IBM’s Christopher Padilla, a former U.S. Under Secretary of Commerce for International Trade, explains why leveraging U.S. trade law is not an effective means to address currency manipulation.
By Christopher A. Padilla, Vice President, IBM Government and Regulatory Affairs
As Congress considers Trade Promotion Authority (TPA) legislation and 11 Pacific Rim countries seek to finalize the long-awaited Trans-Pacific Partnership (TPP), an old and perennial debate is underway in the United States. Currency manipulation—or exchange rate intervention—is now squarely in the sights of some prominent Members of Congress who seek to redress trading imbalances and guarantee that exchange rates don’t undermine U.S. competitiveness.
The currency manipulation argument isn’t new. For several years, proposals have circulated to tackle alleged currency distortions by including a consideration of relative currency values in trade remedy cases administered by the U.S. Department of Commerce’s International Trade Administration. These proposals would require Commerce to calculate currency exchange rates when investigating Anti-Dumping (AD) and countervailing duty (CVD) cases.
When I served as Under Secretary of Commerce responsible for enforcing U.S. trade laws, such measures were often suggested as “the solution” to the bilateral trade deficit with China, and to China’s then-undervalued currency. But what was true eight years ago under a Republican president remains true today under a Democratic one: using U.S. trade laws to punish countries for the value of their currencies is a very bad idea.
There are at least four reasons for this.
First, inserting currency judgments into trade remedy cases would hurt American consumers and producers by driving up the price of imports. Competitively priced imports keep inflation low and bolster the wide availability of affordable goods and services to American consumers. Driving up consumer prices amid a sluggish economic recovery would place significant hardships on tens of millions of American households. But imports are not just for consumers; many imported products are inputs used as parts and components of finished goods that are manufactured and assembled here in the United States, for domestic consumption or for export to third markets. Making imported inputs more expensive would not reduce the trade deficit, but would surely hurt the competitiveness of U.S. manufacturers.
Second, there are serious questions about how the Commerce Department would administer a trade-remedy regime that turns on currency valuation. The staff at the Commerce Department’s Enforcement and Compliance Administration work hard to measure prices and subsidies in a transparent, objective manner. But calculating the actual value of a currency would be close to impossible, and create insurmountable operational challenges. Ask ten different economists for the “objective” market value of a foreign currency, and you will get ten different answers – all well-argued and backed by econometric analysis, but all different. Which should the Commerce Department choose? Making judgments about currencies is so imprecise that one of the better methods is used by The Economist – and that relies on the input prices for a Big Mac in various economies!
This highlights a practical difficulty: various currency bills that have been introduced in Congress would require the Commerce Department to consider only how currency affects the final price of products. This overlooks that a low currency value simultaneously increases the price countries (such as China) pay to import components that go into those final products. Yet currency valuation under proposed legislation is to be considered on a one-way basis – only when there is alleged foreign undervaluation, with no offsetting effect when the dollar is relatively weak compared to overseas currencies.
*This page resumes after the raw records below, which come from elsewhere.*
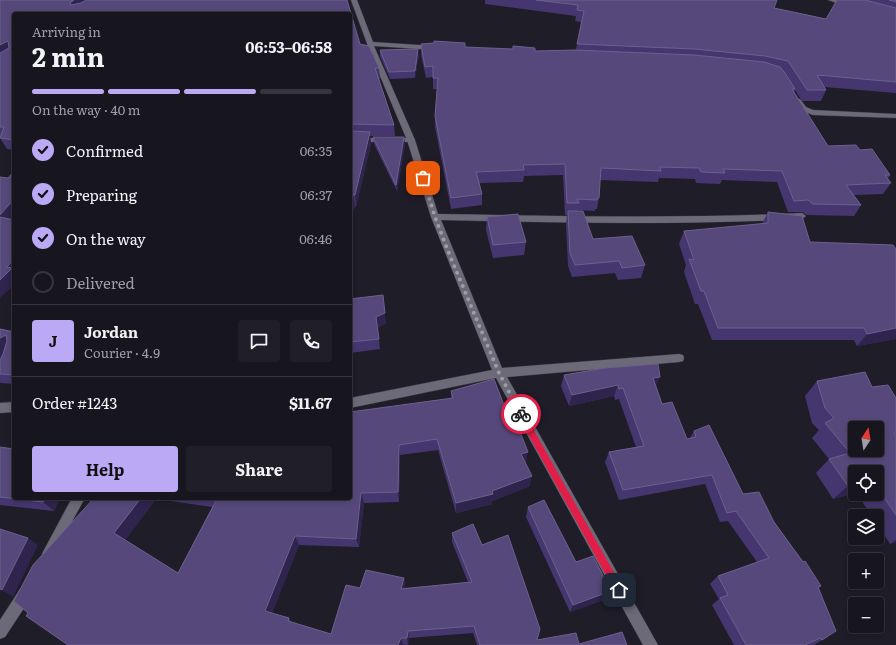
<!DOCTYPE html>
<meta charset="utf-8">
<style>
:root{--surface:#17161e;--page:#201f27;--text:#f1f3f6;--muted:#9e9fa4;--line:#36353c;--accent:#bca9f5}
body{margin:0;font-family:Literata,serif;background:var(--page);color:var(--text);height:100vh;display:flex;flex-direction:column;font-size:15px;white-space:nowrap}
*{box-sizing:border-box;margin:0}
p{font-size:13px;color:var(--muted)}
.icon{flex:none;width:22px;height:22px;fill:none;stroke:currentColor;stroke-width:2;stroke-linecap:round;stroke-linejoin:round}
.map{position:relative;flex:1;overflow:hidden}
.side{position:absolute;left:12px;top:12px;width:340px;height:488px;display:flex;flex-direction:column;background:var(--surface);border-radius:4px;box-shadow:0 2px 6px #0003,0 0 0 1px var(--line)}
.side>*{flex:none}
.needle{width:26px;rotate:12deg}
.tools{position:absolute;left:848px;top:421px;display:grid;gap:8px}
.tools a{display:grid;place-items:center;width:36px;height:36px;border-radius:4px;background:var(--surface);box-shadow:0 2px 6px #0003,0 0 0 1px var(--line);font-size:20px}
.pin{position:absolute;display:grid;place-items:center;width:34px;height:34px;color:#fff;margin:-17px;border-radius:8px;box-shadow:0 2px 6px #0006}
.courier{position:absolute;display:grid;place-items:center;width:40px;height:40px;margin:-20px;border:3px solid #e11d48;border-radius:50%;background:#fff;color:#222;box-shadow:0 1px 5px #0007}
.summary em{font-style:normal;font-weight:700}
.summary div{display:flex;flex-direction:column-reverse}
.summary{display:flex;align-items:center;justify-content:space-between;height:68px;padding:0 20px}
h1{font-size:26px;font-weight:700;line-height:30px}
.bar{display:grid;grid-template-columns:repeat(4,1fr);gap:6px 4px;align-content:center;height:48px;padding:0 20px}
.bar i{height:5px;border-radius:3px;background:var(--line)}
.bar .selected{background:var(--accent)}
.bar p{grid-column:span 4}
.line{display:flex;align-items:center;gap:10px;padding:0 20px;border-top:1px solid var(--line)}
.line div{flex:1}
.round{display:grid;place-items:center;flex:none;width:42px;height:42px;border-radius:4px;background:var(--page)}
ol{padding:0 20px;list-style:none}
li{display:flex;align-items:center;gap:12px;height:44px}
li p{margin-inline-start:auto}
li .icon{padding:4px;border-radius:50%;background:var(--accent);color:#111;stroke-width:4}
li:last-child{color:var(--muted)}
li i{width:22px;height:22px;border:2px solid var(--line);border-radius:50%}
.cta{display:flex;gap:8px;margin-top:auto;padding:8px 20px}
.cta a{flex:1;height:46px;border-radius:4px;background:var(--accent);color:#111;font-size:16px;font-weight:700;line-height:46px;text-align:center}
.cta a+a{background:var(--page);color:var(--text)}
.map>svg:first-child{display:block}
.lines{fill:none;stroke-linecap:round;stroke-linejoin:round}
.service-casing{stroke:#393740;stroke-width:1}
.minor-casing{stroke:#393740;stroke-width:1}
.service{fill:#6c6a78;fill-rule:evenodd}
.minor{fill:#6c6a78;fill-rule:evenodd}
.wall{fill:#46366f;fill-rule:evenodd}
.shaded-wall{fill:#2f244d}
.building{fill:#57487c;stroke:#6c608d;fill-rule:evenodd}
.route{fill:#e11d48}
.done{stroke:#9e9ca5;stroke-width:4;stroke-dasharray:0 7.2}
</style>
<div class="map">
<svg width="896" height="645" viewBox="0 0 896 645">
<rect width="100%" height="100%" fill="#1f1d28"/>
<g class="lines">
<defs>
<path id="service" d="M350,136l17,2h44l4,2 -4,2h-44l-17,-2z"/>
<path id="minor" d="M351,0h6l16,42 61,4 3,2 -3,2 -60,-4 41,94 23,74c122,2 243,5 364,-1l4,3 -4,3c-121,6 -241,4 -361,1l61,148 177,-14 4,1 1,3 -1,3 -4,1 -172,15 151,268h-15l-147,-267 -146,30v-10l142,-28 -61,-153 -24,-77 -35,-83z
M828,0h10l14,5 -3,2z
M794,99h6l6,8 7,3 83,4v4l-83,-3 -13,-5 -7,-9z
M14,402v10l-14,1v-10z
M72,498h13l-33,60 -4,2 -4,-2 -2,-4 2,-4z
M25,587l5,2 2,5 -2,5 -25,38 -5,2v-19l20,-31z"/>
</defs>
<use href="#service" class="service-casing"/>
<use href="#minor" class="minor-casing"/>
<use href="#service" class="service"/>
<use href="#minor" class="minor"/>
</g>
<path class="wall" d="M0,0h347l13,44 9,2 10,22 1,11h-1l15,46 1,11h-25l1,8 -15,63 -1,-1 -5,14v-206h-336v136l-7,-1 -7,-11z
M485,0h292l-3,8 52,11 11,-19h59v93l-72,-6 2,3 -5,11h-19l-7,-11 -1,3 34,53 32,4 30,25 -2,4 3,4 -8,11 -29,1 7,10 -7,11 -47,-1 -5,-3h-14l-11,-30 -55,-2 -2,4 -24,-1 -1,-4 -36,-1 -1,4 -58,-2 -1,18 -2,11h-2v2l-17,-1 -1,1 16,28 52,26 -4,13 -23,2 -3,-7 -43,4 -4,-11 -2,-42 1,-9h-2l-2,-40 -39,1 -1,6 -44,1 3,11v11l-31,4 -16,-82v-11l2,-27h-4v-12l-7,1 -5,-23v-11l44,3 70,4 41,-1 5,-28 -6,-1 1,-5 -91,-12z
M380,50l39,5 -4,23 -25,1 -10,-23z
M373,137l32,7 -8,47 -23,-47z
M768,212l42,30 86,97 -39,7 -3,-6h-142l-14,-36h-3l-11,-32 2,-7 -7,-21 5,-13 78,-7z
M487,217l39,25 -2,13 -31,3 -7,-28z
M350,299l36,24 -8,5 2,21 -30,4z
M0,329l14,3v52l-13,-1 -1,-1z
M564,375l92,11 6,18 25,35 3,-1 4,-7 49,63 31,28 47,64 -2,1 3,53 -8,5h-5v-1l-2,1h-73l-22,-40 7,-6 -9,-15 8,-8 39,-14 -29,-41 -8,1 -15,-38 -86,16 -14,-38 4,-10 27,-5 -17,-48 -4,1 -1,-4 -45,10 -8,-20z
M817,381l55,6 24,11v144l-6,2 -13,-21v-7h-5l-15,-22h20v-22l-22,21 -22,6 -17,-26 13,-14 -17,-21 7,-8 -7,-7 -7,-27z
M451,391l75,71h-1l5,24 -38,15v3l-36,9 -18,-63 -38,5 -1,47 -35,1 -5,44 -60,-2 -27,68 17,5 2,4 40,12 29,-46 44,-10 1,8v2l63,-6 -16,-40v-9l30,12 55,95 42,4 48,1h-150l-4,-12 -64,5 -1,7 -380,-32 66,-115h256v-86l101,-14zM156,499l56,8 -34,66 -53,-33z
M0,447l60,51 -6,13 -54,-6z
M528,507l48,55 30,37 -36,13 -44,-95z"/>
<path class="shaded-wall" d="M74,0h13l-12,14 -5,-11z
M8,41l6,10 -14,8v-14z
M418,49l1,6 -4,23v-7z
M370,132l1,12 -15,63 -1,-12z
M404,137l1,7 -8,47 -1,-6z
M353,195l2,11 -5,14v-16z
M14,199v20l-8,9 -6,-9v-4z
M14,259v26l-14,13v-18l7,-13z
M385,313l1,10 -8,5 2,21 -4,-32z
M896,328v11l-39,7 10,-12z
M6,335l8,10 -14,19v-26z
M660,377l-5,11 -2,-10z
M618,385l-4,11 -45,10 3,-11z
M399,445l1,10 -1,47 -1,-10z
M528,452l-2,10 -7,2 2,-10z
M532,476l-2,10 -38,15v3l-36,9v-10l36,-12z
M855,484v9l-22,6 15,-13z
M361,493l3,10 -5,44 -3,-8z
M45,498h15l-6,13 -11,-9z
M141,498h14l1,1 -32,43 -10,-9z
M295,536l4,9 -29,74 -5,-8z
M28,538l10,7 -25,52 -11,-7z
M896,540v2l-6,2z
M404,578l1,8 -2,11 -2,-8z
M611,591l-5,8 -36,13 3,-7z
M408,631l1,7 -1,7 -1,-7z
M401,638l2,6 -1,1h-4z"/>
<path class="building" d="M0,0h74l-4,3 1,2 10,-2 5,-3h261l13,44 9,2 10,22h-4l19,57 -44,-1v-110h-336v126l-14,-2 4,-11h-4v-74l9,-5 -1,-7 -8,4z
M536,0h241l-3,8 52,11 11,-19h28l31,8v74l-79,-7 9,15h-19l-19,-29 -23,-5 -71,-7 -117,-5 7,-33 -7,-1 1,-5z
M889,0h7v2z
M434,41l31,2v4l48,2v-3l22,2v3l40,-1 119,5 70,7 16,5 5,6 10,16h-3l36,57 28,-1 4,5 12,-1 18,26h-5l6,8 -45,2 15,20 -48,-1 -5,-4 -14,1 -12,-30 -59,-2 2,4 -24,-1 -2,-4 -39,-1 1,4 -60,-3 -2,30h-2v2l-20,-1 2,4h-12l-2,-39 -42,1 1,5 -48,2 6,22 -31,4 -16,-82 3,-38h-5v-12l-8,1 -4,-23 13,-1z
M418,49l-3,22 -26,1 -9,-22z
M350,131l20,1 -15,63h-2l-3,9z
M373,137h31l-8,48z
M14,171v28l-14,16v-38l8,1z
M568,211h15l10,28 39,-3 13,29 -23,3 -3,-7 -44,4 -5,-12z
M768,212l34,4 8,26 83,3 3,4v79l-29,6 -3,-6h-146l-14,-37h-3l-12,-32 5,1 -10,-29 84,-8z
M518,214l8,28 -33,3 -6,-28z
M0,217l14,3v39l-7,8 5,1 -12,12z
M383,295l2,18 -9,4 3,22 -29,3v-43z
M0,329l14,3v43l-14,-1v-14l3,-6 4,-13 -1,-6 -6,3z
M658,364l2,13 -7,1 9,26 10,-2 15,37 9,-2 -2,-6 15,-6 34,69 16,-2 15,30 29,40 2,-1 16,25 -3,1 18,44 -14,9 -2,-2 -15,7h-59l-26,-47 8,-3 -10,-19 51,-18 -33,-47 -9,2 -15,-38 -89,15 -14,-38 35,-6 -21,-58 -4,1 -1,-4 -46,10 -8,-20 41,-7z
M865,372l7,15 16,-2 8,13v34l-2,1 2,2v80l-19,-28v-15h-22v12l-7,2 -19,-27 21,-6 -25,-30 9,-5 -9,-10 -8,-27zM855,428h22v22h-22z
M494,379l16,42 5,-2 13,33 -7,2 11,22 -40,15 1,3 -37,9 -19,-64 -38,6 -1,47 -37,1 -5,46 -61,-3 -30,75 24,7 -1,3 43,13 15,-49 14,3 6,-18 38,8 -3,11 71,-7 -20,-49 21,-9 9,21 26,-10 32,94 -3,11 39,-7 3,11 43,-12 5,13h-147l-6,-19 -66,5 -1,7h-6l-3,7h-330l-42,-29 2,-3 -14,-12 19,-36 61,-67h47l-27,35 64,40 39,-74 -5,-1h138v-86l103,-14 -2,-7z
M0,447l14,2v49h31l-2,4 -43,-5z
M544,500l32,62 17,-6 18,35 -38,14 -45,-98z
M0,529l28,9 -26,52 -2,-1z"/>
<path class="route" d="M521,410l2,1 99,176 2,3 -2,3 -3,1 -3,-1 -98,-177v-5z"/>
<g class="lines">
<path class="done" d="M423,178l12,39 13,34 51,122 22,41"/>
</g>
</svg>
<div class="tools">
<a><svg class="needle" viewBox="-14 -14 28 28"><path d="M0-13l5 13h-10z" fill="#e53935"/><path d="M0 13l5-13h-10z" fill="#9e9fa4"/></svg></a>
<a><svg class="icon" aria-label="locate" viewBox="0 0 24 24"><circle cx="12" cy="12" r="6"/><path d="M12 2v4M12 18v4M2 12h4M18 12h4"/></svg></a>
<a><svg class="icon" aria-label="layers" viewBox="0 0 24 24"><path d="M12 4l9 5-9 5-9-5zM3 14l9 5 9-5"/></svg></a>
<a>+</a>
<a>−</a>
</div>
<div class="pin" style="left:423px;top:178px;background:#ea580c"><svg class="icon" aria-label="bag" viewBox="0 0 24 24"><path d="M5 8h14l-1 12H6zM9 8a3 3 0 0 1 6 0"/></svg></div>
<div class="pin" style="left:619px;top:590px;background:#1f2937"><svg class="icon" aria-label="home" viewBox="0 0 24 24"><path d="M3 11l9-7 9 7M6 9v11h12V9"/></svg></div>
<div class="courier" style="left:521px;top:414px"><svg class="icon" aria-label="bike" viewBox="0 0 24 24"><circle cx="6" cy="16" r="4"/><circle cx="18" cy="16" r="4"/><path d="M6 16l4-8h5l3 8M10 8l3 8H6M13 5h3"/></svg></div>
<section class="side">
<div class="summary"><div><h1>2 min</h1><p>Arriving in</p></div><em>06:53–06:58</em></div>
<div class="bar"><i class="selected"></i><i class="selected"></i><i class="selected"></i><i></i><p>On the way · 40 m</p></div>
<ol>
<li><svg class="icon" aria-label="check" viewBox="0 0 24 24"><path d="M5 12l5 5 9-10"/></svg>Confirmed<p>06:35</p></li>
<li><svg class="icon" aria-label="check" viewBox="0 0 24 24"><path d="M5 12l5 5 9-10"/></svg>Preparing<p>06:37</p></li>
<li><svg class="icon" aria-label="check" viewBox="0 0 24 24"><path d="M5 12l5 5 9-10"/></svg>On the way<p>06:46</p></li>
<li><i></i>Delivered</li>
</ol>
<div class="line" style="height:72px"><b class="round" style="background:var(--accent);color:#111">J</b><div><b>Jordan</b><p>Courier · 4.9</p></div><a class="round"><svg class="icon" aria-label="chat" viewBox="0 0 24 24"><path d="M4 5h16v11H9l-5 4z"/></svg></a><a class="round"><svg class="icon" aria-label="phone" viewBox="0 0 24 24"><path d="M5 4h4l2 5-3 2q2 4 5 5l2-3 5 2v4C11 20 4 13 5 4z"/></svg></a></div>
<div class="line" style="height:52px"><div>Order #1243</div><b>$11.67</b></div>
<div class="cta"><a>Help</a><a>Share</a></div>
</section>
</div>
Third, inserting relative currency values into trade remedy cases could open a Pandora’s Box of never-ending trade retaliation. The lesson of introducing new instruments to “punish” foreign trade practices is that those same measures can be, and often are, used against the United States. America is already one of the largest victims of antidumping cases, according to the World Trade Organization (WTO). If we insert our own judgments on the value of foreign currencies into trade remedy cases, similar counter-measures would be directed against our exports. Remember that it was not that long ago that a Brazilian finance minister said that the Federal Reserve’s policy of quantitative easing was “an international currency war.” Are we really prepared to have foreign countries use trade measures to try to influence U.S. monetary policy? This not only would limit the independence of the Federal Reserve, but also would expose U.S. exporters to harmful sanctions any time foreigners feel that the dollar is “too weak.”
Fourth and finally, the U.S. trade deficit – often cited as the reason to attack currency manipulation through trade laws – is driven by much more than just relative currency values. It is influenced by a range of complex economic factors from relative growth, inflation, interest and savings rates, among others. Targeting just one alleged cause would undermine efforts to address the larger, structural causes of America’s trade deficit.
Passing currency legislation or attaching currency provisions on pending trade agreements will not make the trade deficit go away. Rather, it would make pending trade deals such as the Trans-Pacific Partnership impossible to conclude. And that, of course, is the real goal of some proponents of these bills. Instead, Congress should pass Trade Promotion Authority to empower this President – and those who will follow him – to negotiate bold new agreements that attack the new protectionist barriers of the 21st Century.